Saturday, August 24, 2019

dreamhome heartaches



You got to hand it to capitalism - selling us our chains, seductively guised as liberation and self-realisation

Here Roxy's "In Every Dream Home A Heartache" - a song about the hollowness of consumer desire, reification of the self and the other - is used to soundtrack a commercial that connects an overpriced fragrance, whose proper realm is Duty Free and the pages of Vogue,  with pagan revels and going wild in the country

It's some kind of edit, the song as heard on this Gucci Memoire ad - "standards of living" (intoned numbly by the dead-inside protagonist) shoved up right up against "but you blew my mind" - the trigger for the Dionysian freakout

Ballard would probably have loved this ad

It connects perhaps to his later novels -  the rage of the the privileged - how no one secretly craves  revolution, or at least chaos / collapse, more than the class that created and maintained the world-as-is

(Harry Styles sounds like a character from hard-boiled fiction, or Performance / Get Carter, or a Colin Macinnes novel maybe)

2 comments:

  1. Given the youth unemployment rate in Italy, which has now surpassed Spain's, I think the commercial would connect most directly with Ballard's 1978 short story "Having A Wonderful Time", in which a British couple on vacation in the Canary Islands slowly realizes they've been stranded there by the government, along with thousands of others, as part of a plan to deal with surplus labor.
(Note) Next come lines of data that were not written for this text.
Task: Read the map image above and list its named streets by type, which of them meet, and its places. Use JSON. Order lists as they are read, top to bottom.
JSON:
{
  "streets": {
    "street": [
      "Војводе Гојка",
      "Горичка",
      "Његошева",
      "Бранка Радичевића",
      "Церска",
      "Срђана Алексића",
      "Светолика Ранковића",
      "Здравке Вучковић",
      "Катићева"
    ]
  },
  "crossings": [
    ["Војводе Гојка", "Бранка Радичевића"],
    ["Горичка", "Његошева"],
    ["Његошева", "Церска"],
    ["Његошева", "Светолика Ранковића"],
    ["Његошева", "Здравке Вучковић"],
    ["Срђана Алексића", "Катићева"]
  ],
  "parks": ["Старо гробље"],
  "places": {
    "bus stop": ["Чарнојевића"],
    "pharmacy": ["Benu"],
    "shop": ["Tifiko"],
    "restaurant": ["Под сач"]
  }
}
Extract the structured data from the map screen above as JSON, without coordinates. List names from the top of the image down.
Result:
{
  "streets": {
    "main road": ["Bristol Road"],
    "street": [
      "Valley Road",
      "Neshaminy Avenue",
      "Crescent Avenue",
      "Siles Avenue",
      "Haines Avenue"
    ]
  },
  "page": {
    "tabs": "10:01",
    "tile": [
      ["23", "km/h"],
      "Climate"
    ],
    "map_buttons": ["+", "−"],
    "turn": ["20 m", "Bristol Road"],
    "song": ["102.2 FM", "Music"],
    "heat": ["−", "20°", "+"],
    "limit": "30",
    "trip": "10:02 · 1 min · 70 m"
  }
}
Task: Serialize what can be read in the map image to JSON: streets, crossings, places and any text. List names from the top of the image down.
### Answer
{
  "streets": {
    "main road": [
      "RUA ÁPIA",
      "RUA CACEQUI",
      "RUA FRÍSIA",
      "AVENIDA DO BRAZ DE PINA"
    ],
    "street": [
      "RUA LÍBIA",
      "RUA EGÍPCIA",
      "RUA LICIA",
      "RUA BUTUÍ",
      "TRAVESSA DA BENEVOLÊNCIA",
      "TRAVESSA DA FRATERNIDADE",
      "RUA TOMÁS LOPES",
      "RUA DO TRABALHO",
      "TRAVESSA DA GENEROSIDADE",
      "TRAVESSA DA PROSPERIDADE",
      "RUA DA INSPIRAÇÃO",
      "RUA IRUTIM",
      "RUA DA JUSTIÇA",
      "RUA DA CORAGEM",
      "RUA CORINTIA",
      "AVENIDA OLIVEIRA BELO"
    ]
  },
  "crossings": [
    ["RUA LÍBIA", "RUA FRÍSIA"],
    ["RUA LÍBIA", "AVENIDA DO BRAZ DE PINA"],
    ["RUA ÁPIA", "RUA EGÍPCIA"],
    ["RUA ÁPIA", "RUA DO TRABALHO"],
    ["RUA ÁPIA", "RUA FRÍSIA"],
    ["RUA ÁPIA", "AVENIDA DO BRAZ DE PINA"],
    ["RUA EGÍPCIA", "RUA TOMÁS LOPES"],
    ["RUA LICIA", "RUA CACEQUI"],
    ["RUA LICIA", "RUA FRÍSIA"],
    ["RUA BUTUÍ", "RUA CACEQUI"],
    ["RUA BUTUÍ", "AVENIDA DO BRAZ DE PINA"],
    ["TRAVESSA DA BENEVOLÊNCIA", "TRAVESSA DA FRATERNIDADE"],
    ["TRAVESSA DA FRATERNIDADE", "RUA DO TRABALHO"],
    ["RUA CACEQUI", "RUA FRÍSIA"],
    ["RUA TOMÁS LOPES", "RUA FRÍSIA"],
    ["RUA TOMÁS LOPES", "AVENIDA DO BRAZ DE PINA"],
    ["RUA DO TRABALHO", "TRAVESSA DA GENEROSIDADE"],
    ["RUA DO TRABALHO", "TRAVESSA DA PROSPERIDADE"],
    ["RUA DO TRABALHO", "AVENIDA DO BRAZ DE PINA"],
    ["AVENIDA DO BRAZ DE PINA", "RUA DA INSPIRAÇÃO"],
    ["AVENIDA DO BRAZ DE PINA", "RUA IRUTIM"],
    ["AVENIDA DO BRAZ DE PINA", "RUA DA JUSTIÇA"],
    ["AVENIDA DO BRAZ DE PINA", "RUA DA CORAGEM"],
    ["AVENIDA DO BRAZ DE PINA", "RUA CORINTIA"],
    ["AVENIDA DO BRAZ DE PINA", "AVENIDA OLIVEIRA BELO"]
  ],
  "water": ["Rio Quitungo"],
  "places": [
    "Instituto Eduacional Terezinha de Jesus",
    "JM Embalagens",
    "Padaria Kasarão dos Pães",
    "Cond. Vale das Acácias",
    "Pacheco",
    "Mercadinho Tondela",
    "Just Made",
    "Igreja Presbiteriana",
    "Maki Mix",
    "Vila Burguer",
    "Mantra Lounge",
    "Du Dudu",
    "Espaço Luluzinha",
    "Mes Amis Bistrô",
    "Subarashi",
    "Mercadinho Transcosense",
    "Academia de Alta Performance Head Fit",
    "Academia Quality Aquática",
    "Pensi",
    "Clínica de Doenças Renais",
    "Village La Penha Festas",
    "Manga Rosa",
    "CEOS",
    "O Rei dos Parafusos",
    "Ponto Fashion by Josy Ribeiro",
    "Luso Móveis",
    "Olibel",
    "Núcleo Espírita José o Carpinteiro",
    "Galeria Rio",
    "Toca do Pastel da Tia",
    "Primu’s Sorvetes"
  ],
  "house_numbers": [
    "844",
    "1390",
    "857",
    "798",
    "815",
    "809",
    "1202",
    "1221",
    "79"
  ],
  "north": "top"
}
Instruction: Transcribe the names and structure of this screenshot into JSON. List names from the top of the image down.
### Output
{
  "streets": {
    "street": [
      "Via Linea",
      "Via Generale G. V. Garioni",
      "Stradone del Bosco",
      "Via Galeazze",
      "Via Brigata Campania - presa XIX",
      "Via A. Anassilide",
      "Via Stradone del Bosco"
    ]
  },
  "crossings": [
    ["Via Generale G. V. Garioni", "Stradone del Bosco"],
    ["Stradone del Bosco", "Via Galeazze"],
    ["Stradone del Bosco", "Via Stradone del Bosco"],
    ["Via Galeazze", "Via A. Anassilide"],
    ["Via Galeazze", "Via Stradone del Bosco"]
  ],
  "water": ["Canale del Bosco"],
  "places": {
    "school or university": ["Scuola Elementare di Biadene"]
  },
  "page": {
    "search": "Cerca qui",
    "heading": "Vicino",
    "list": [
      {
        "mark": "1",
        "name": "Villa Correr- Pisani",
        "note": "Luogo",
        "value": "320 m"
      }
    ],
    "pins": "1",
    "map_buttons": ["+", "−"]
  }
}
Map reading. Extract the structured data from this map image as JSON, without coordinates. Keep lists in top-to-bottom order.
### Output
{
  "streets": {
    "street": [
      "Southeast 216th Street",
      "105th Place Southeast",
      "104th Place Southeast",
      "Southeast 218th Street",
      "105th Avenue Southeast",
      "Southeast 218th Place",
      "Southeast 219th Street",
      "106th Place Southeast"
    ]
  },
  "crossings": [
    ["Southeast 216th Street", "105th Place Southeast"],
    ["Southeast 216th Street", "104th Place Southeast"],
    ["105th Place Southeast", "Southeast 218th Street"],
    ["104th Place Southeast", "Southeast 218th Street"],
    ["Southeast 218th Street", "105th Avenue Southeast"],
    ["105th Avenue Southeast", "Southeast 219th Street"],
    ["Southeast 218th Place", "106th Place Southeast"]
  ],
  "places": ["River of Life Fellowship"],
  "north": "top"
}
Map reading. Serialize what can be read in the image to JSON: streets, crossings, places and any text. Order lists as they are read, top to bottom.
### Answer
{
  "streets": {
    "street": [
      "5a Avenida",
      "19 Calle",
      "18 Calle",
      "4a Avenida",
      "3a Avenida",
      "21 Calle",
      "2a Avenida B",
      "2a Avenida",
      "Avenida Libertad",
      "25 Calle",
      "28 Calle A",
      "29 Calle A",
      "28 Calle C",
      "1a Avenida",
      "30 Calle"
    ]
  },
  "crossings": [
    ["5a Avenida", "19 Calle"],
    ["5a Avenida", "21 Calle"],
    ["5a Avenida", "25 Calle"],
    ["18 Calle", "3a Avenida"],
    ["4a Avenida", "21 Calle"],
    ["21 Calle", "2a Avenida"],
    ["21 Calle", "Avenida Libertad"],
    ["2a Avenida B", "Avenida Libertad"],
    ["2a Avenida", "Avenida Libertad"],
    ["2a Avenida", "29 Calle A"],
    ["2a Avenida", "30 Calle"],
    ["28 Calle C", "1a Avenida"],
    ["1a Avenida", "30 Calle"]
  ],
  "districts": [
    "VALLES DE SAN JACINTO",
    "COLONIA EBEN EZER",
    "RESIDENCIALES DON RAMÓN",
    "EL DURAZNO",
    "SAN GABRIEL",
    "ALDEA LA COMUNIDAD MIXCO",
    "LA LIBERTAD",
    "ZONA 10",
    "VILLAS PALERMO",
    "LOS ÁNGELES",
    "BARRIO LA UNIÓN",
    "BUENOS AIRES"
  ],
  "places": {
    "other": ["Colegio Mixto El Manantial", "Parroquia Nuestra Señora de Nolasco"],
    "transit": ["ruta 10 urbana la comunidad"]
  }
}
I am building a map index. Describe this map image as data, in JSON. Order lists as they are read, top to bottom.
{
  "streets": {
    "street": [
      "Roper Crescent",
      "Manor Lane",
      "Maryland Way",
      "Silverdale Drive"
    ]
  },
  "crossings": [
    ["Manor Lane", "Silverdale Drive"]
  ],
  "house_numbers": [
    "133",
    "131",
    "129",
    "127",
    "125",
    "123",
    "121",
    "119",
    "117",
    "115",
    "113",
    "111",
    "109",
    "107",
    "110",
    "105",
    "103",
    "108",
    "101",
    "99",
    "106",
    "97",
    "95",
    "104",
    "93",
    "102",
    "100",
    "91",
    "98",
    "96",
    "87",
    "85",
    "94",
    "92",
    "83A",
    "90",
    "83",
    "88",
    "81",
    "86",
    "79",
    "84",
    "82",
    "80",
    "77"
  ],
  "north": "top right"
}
This video is perhaps a vision of a future in which all of Italy is turned into a giant summer camp for the unemployed, its borders closed, its coastlines patrolled by gunboats, feral youth dancing on the beaches...a Gucci-fied update of "Escape From New York", maybe?

    ReplyDelete
    Replies
    1. ha ha, love it.

      i don't know that story. i have a giant volume of all his short stories but never got that far into it.